* **YOUR INSTRUCTIONS**
Below are the records; retype them exactly and omit each picture.

=== EXERCISE INPUT ===

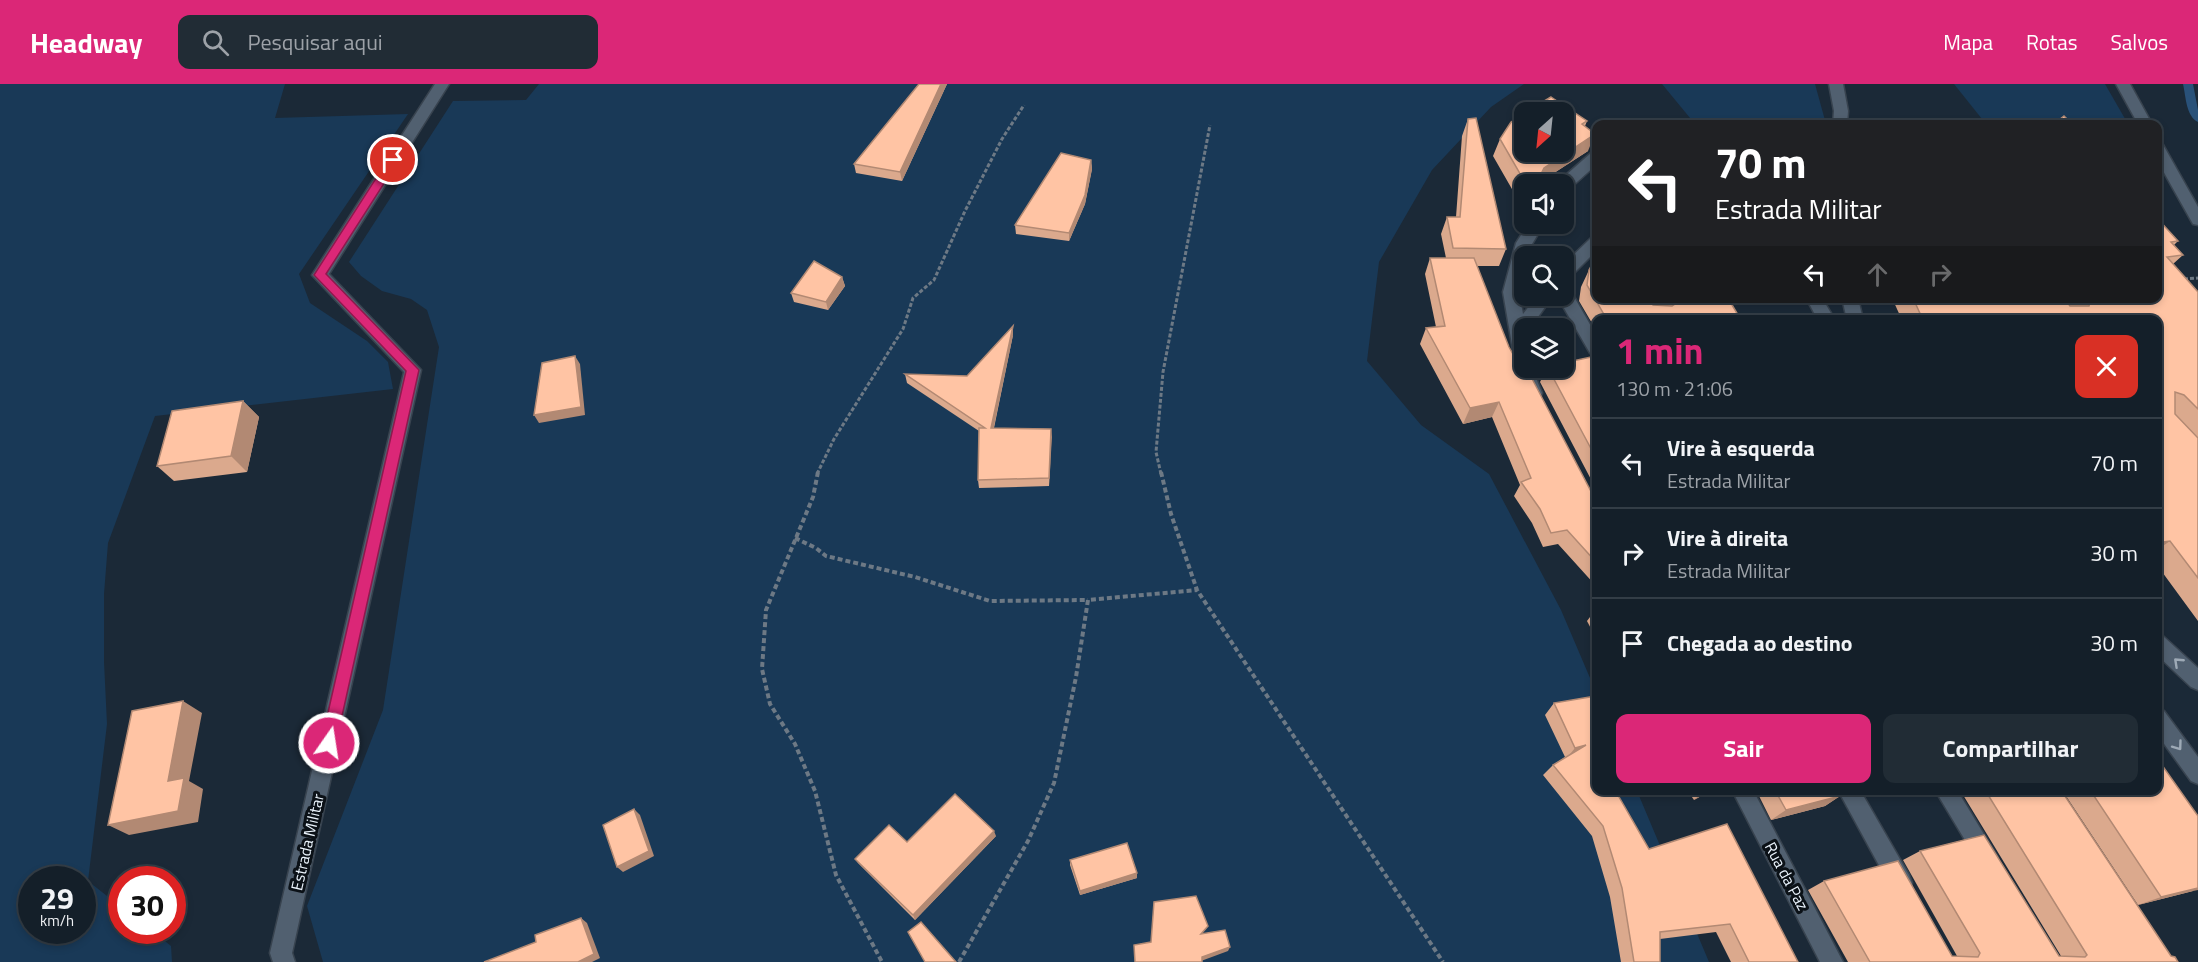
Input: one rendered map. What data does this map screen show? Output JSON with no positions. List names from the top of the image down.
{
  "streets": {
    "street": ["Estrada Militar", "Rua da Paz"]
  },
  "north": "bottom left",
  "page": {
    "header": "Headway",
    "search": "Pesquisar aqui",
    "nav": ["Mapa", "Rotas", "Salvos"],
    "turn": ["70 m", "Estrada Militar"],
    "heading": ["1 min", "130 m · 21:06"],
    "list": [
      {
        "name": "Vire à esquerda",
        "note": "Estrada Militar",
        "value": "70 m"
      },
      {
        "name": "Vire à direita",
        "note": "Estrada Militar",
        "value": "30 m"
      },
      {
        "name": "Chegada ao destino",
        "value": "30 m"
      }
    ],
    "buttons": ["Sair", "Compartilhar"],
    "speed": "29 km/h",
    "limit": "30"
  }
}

===

* **RESPONSE AREA**
Input: one rendered map. What data does this map screen show? Output JSON with no positions. List names from the top of the image down.
{
  "streets": {
    "street": ["Estrada Militar", "Rua da Paz"]
  },
  "north": "bottom left",
  "page": {
    "header": "Headway",
    "search": "Pesquisar aqui",
    "nav": ["Mapa", "Rotas", "Salvos"],
    "turn": ["70 m", "Estrada Militar"],
    "heading": ["1 min", "130 m · 21:06"],
    "list": [
      {
        "name": "Vire à esquerda",
        "note": "Estrada Militar",
        "value": "70 m"
      },
      {
        "name": "Vire à direita",
        "note": "Estrada Militar",
        "value": "30 m"
      },
      {
        "name": "Chegada ao destino",
        "value": "30 m"
      }
    ],
    "buttons": ["Sair", "Compartilhar"],
    "speed": "29 km/h",
    "limit": "30"
  }
}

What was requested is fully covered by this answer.